### Raw data

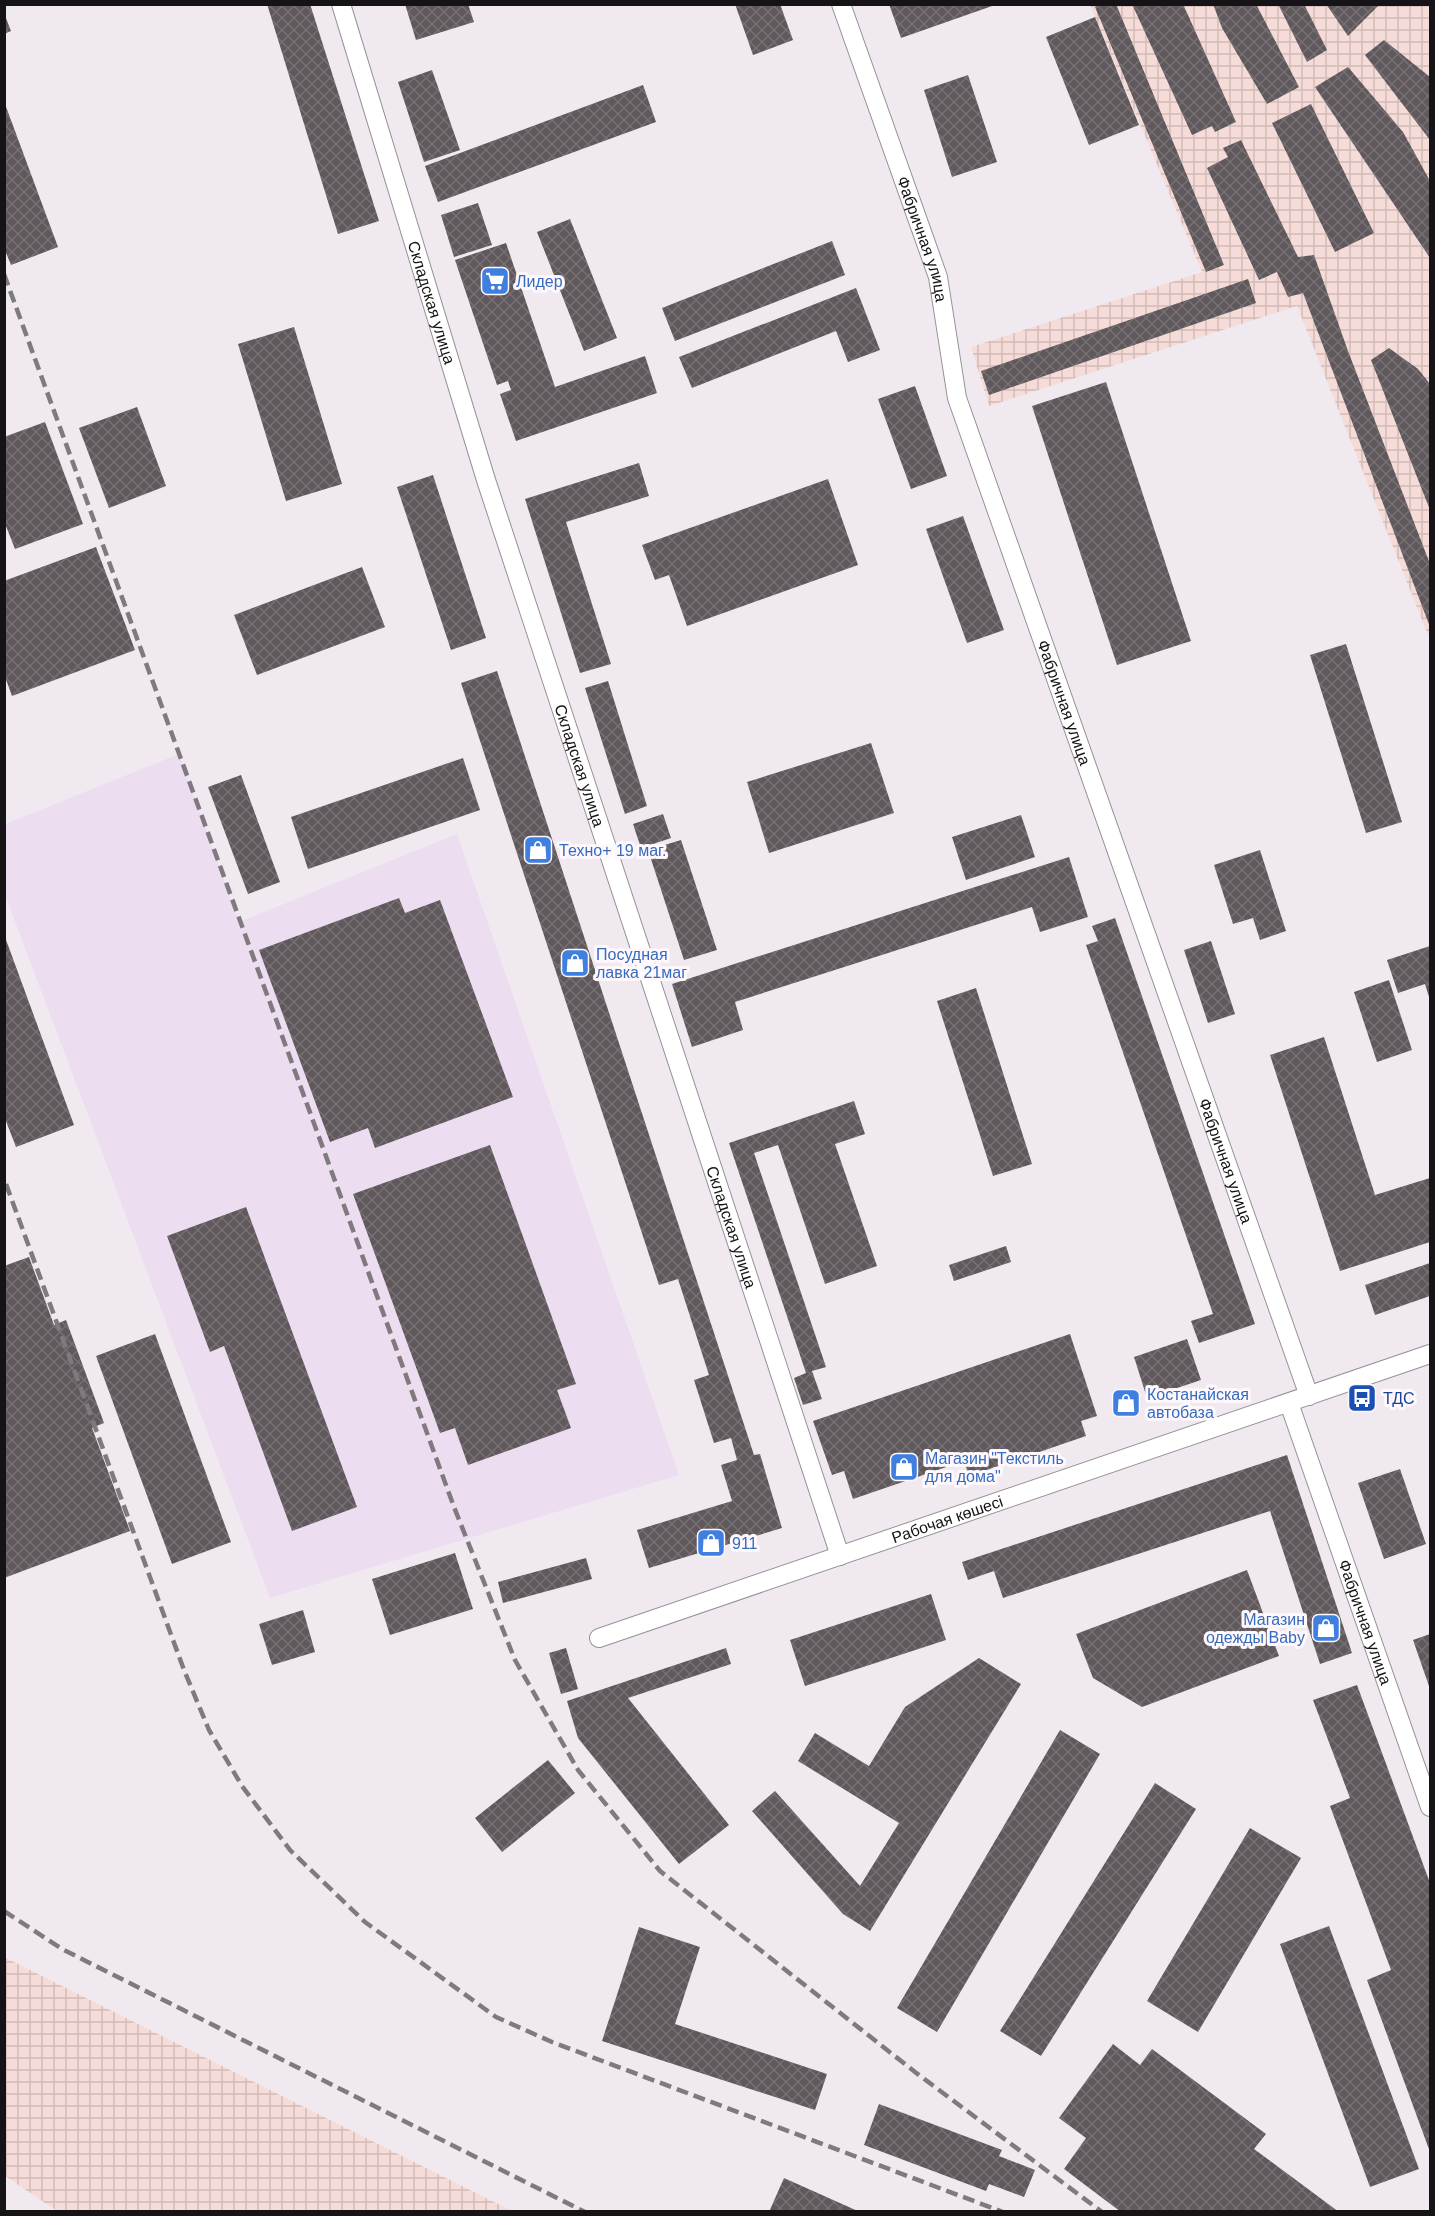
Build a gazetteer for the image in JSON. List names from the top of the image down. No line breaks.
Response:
{"streets":{"street":["Фабричная улица","Складская улица","Рабочая көшесі"]},"crossings":[["Фабричная улица","Рабочая көшесі"],["Складская улица","Рабочая көшесі"]],"places":{"supermarket":["Лидер"],"shop":["Техно+ 19 маг.","Посудная лавка 21маг","Костанайская автобаза","Магазин \"Текстиль для дома\"","911","Магазин одежды Baby"],"bus stop":["ТДС"]}}
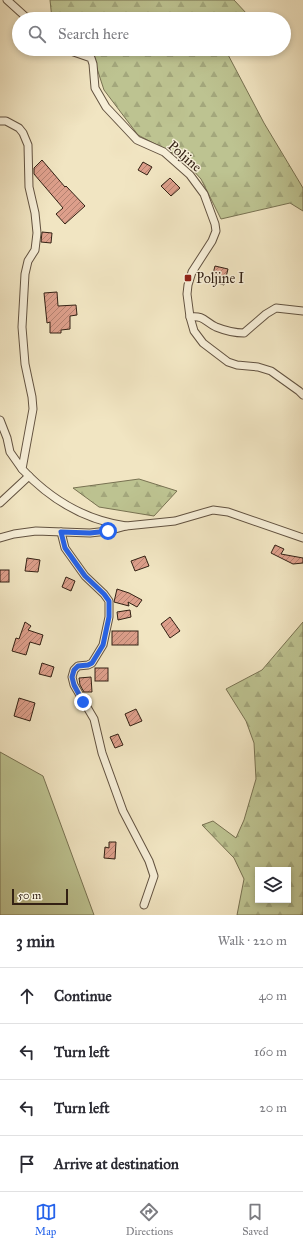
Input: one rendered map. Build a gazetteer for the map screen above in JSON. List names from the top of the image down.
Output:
{
  "streets": {
    "street": ["Poljine"]
  },
  "places": {
    "transit": ["Poljine I"]
  },
  "scale_bar": "50 m",
  "page": {
    "search": "Search here",
    "scale": "50 m",
    "heading": ["3 min", "Walk · 220 m"],
    "list": [
      ["Continue", "40 m"],
      ["Turn left", "160 m"],
      ["Turn left", "20 m"],
      "Arrive at destination"
    ],
    "nav": ["Map", "Directions", "Saved"]
  }
}
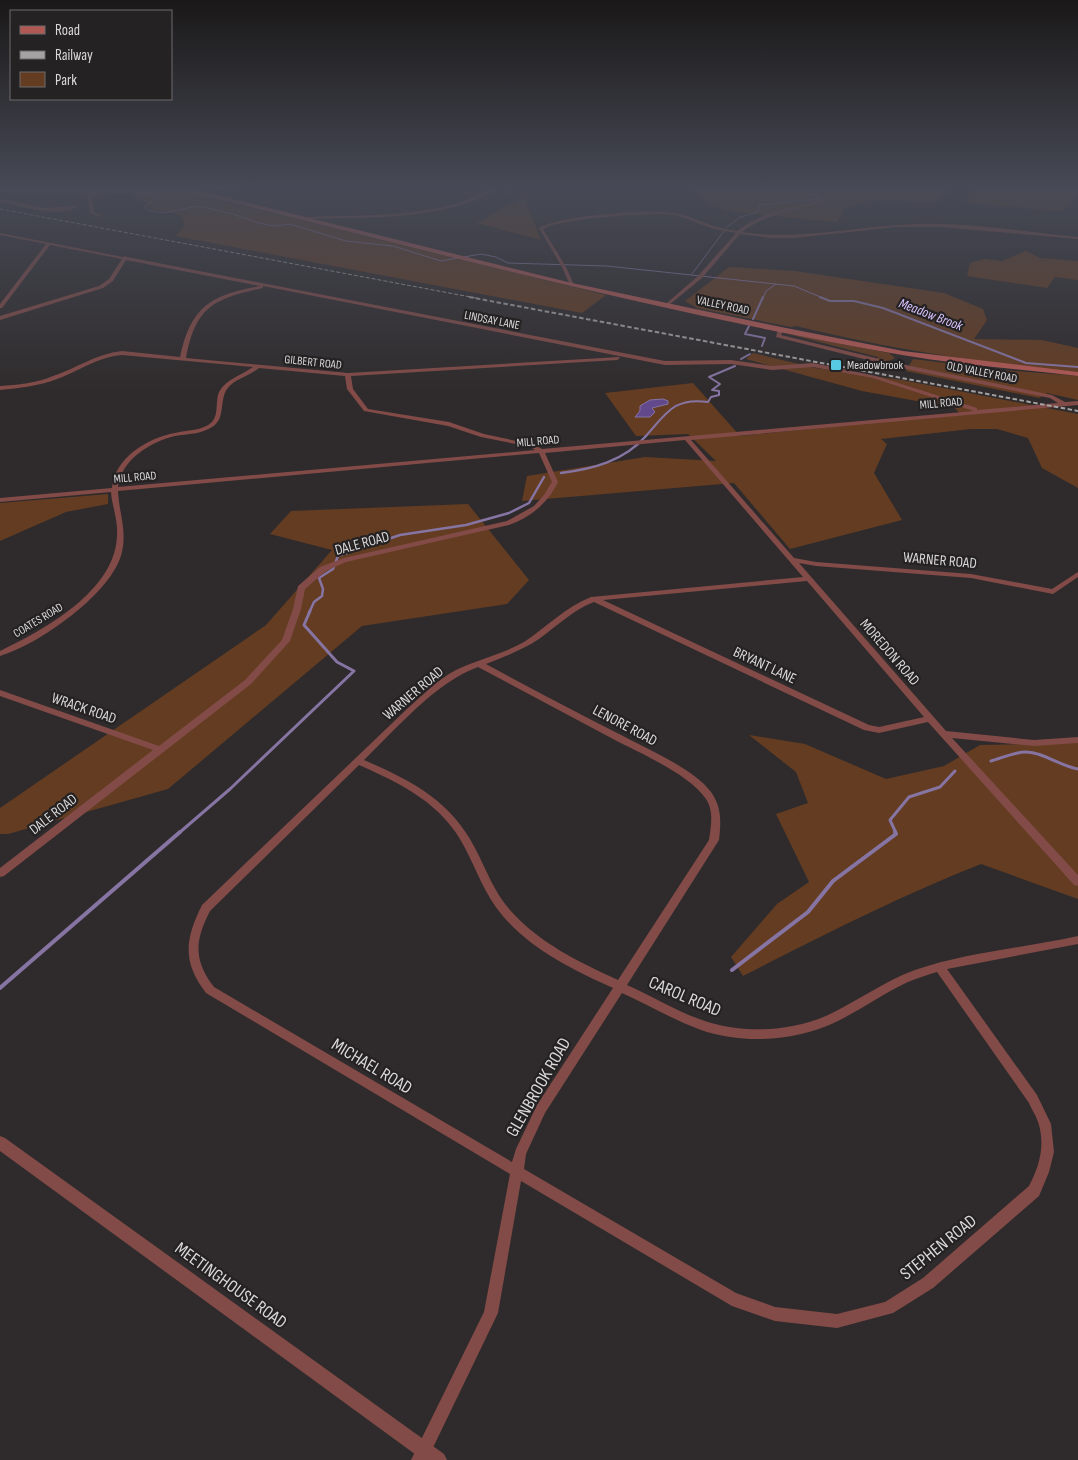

### Work required
Write out each entry exactly; any pictures stay out of the copy.

### Task answer
Build a gazetteer for the image in JSON. List names from the top of the image down. No line breaks.
Response:
{"streets":{"street":["Фабричная улица","Складская улица","Рабочая көшесі"]},"crossings":[["Фабричная улица","Рабочая көшесі"],["Складская улица","Рабочая көшесі"]],"places":{"supermarket":["Лидер"],"shop":["Техно+ 19 маг.","Посудная лавка 21маг","Костанайская автобаза","Магазин \"Текстиль для дома\"","911","Магазин одежды Baby"],"bus stop":["ТДС"]}}
Input: one rendered map. Build a gazetteer for the map screen above in JSON. List names from the top of the image down.
Output:
{
  "streets": {
    "street": ["Poljine"]
  },
  "places": {
    "transit": ["Poljine I"]
  },
  "scale_bar": "50 m",
  "page": {
    "search": "Search here",
    "scale": "50 m",
    "heading": ["3 min", "Walk · 220 m"],
    "list": [
      ["Continue", "40 m"],
      ["Turn left", "160 m"],
      ["Turn left", "20 m"],
      "Arrive at destination"
    ],
    "nav": ["Map", "Directions", "Saved"]
  }
}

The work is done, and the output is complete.